> _PROBLEM REQUIREMENTS_
Would you print the whole listing again, word for word?
**** DATA EXTRACT ****
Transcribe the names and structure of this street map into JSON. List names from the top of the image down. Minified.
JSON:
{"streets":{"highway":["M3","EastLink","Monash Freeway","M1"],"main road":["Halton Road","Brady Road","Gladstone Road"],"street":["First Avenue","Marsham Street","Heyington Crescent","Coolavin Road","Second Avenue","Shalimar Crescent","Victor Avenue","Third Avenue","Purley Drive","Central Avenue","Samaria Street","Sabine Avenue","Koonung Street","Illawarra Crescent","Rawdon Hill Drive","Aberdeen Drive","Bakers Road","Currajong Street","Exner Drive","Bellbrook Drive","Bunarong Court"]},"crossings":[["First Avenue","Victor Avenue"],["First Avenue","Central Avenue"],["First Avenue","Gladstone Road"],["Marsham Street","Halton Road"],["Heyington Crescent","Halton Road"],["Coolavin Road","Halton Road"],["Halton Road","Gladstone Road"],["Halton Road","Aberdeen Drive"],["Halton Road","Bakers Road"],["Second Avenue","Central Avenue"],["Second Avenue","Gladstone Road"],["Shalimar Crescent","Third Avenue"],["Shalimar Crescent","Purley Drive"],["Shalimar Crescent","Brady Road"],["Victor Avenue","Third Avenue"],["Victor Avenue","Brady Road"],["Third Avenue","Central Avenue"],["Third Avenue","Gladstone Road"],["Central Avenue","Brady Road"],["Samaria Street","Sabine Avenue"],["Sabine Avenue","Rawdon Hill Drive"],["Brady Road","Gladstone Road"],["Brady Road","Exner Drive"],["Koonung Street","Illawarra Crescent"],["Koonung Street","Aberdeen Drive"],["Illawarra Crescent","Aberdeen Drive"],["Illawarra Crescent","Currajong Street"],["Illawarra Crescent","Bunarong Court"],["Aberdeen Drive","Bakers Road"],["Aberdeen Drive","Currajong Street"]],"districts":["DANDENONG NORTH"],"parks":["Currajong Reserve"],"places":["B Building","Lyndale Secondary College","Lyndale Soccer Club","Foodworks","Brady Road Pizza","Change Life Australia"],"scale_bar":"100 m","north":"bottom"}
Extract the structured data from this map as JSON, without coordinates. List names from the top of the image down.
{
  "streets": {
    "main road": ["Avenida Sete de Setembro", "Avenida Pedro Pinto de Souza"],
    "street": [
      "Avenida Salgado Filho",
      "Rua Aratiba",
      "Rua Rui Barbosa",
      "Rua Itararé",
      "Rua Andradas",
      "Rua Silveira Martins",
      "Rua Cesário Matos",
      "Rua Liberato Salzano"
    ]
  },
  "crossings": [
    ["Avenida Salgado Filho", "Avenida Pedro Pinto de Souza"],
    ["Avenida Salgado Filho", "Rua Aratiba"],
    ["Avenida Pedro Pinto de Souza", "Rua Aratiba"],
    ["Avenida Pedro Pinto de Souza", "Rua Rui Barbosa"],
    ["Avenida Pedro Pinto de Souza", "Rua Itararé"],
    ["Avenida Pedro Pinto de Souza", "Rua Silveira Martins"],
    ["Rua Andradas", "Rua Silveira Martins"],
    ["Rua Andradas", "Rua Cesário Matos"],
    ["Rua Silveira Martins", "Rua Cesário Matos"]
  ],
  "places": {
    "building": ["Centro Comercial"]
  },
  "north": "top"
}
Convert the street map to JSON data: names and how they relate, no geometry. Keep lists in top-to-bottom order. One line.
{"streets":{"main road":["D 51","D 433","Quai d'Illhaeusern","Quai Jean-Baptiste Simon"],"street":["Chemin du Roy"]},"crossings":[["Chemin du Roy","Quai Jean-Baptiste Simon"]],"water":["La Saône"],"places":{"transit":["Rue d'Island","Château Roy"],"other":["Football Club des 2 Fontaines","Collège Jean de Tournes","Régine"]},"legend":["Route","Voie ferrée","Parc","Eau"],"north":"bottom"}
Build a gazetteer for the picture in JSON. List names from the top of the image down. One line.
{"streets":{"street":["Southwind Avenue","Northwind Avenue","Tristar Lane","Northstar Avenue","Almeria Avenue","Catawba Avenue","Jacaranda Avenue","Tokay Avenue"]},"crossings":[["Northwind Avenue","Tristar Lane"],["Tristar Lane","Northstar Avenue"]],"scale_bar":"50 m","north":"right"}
****
> _PROBLEM SOLUTION_
Transcribe the names and structure of this street map into JSON. List names from the top of the image down. Minified.
JSON:
{"streets":{"highway":["M3","EastLink","Monash Freeway","M1"],"main road":["Halton Road","Brady Road","Gladstone Road"],"street":["First Avenue","Marsham Street","Heyington Crescent","Coolavin Road","Second Avenue","Shalimar Crescent","Victor Avenue","Third Avenue","Purley Drive","Central Avenue","Samaria Street","Sabine Avenue","Koonung Street","Illawarra Crescent","Rawdon Hill Drive","Aberdeen Drive","Bakers Road","Currajong Street","Exner Drive","Bellbrook Drive","Bunarong Court"]},"crossings":[["First Avenue","Victor Avenue"],["First Avenue","Central Avenue"],["First Avenue","Gladstone Road"],["Marsham Street","Halton Road"],["Heyington Crescent","Halton Road"],["Coolavin Road","Halton Road"],["Halton Road","Gladstone Road"],["Halton Road","Aberdeen Drive"],["Halton Road","Bakers Road"],["Second Avenue","Central Avenue"],["Second Avenue","Gladstone Road"],["Shalimar Crescent","Third Avenue"],["Shalimar Crescent","Purley Drive"],["Shalimar Crescent","Brady Road"],["Victor Avenue","Third Avenue"],["Victor Avenue","Brady Road"],["Third Avenue","Central Avenue"],["Third Avenue","Gladstone Road"],["Central Avenue","Brady Road"],["Samaria Street","Sabine Avenue"],["Sabine Avenue","Rawdon Hill Drive"],["Brady Road","Gladstone Road"],["Brady Road","Exner Drive"],["Koonung Street","Illawarra Crescent"],["Koonung Street","Aberdeen Drive"],["Illawarra Crescent","Aberdeen Drive"],["Illawarra Crescent","Currajong Street"],["Illawarra Crescent","Bunarong Court"],["Aberdeen Drive","Bakers Road"],["Aberdeen Drive","Currajong Street"]],"districts":["DANDENONG NORTH"],"parks":["Currajong Reserve"],"places":["B Building","Lyndale Secondary College","Lyndale Soccer Club","Foodworks","Brady Road Pizza","Change Life Australia"],"scale_bar":"100 m","north":"bottom"}
Extract the structured data from this map as JSON, without coordinates. List names from the top of the image down.
{
  "streets": {
    "main road": ["Avenida Sete de Setembro", "Avenida Pedro Pinto de Souza"],
    "street": [
      "Avenida Salgado Filho",
      "Rua Aratiba",
      "Rua Rui Barbosa",
      "Rua Itararé",
      "Rua Andradas",
      "Rua Silveira Martins",
      "Rua Cesário Matos",
      "Rua Liberato Salzano"
    ]
  },
  "crossings": [
    ["Avenida Salgado Filho", "Avenida Pedro Pinto de Souza"],
    ["Avenida Salgado Filho", "Rua Aratiba"],
    ["Avenida Pedro Pinto de Souza", "Rua Aratiba"],
    ["Avenida Pedro Pinto de Souza", "Rua Rui Barbosa"],
    ["Avenida Pedro Pinto de Souza", "Rua Itararé"],
    ["Avenida Pedro Pinto de Souza", "Rua Silveira Martins"],
    ["Rua Andradas", "Rua Silveira Martins"],
    ["Rua Andradas", "Rua Cesário Matos"],
    ["Rua Silveira Martins", "Rua Cesário Matos"]
  ],
  "places": {
    "building": ["Centro Comercial"]
  },
  "north": "top"
}
Convert the street map to JSON data: names and how they relate, no geometry. Keep lists in top-to-bottom order. One line.
{"streets":{"main road":["D 51","D 433","Quai d'Illhaeusern","Quai Jean-Baptiste Simon"],"street":["Chemin du Roy"]},"crossings":[["Chemin du Roy","Quai Jean-Baptiste Simon"]],"water":["La Saône"],"places":{"transit":["Rue d'Island","Château Roy"],"other":["Football Club des 2 Fontaines","Collège Jean de Tournes","Régine"]},"legend":["Route","Voie ferrée","Parc","Eau"],"north":"bottom"}
Build a gazetteer for the picture in JSON. List names from the top of the image down. One line.
{"streets":{"street":["Southwind Avenue","Northwind Avenue","Tristar Lane","Northstar Avenue","Almeria Avenue","Catawba Avenue","Jacaranda Avenue","Tokay Avenue"]},"crossings":[["Northwind Avenue","Tristar Lane"],["Tristar Lane","Northstar Avenue"]],"scale_bar":"50 m","north":"right"}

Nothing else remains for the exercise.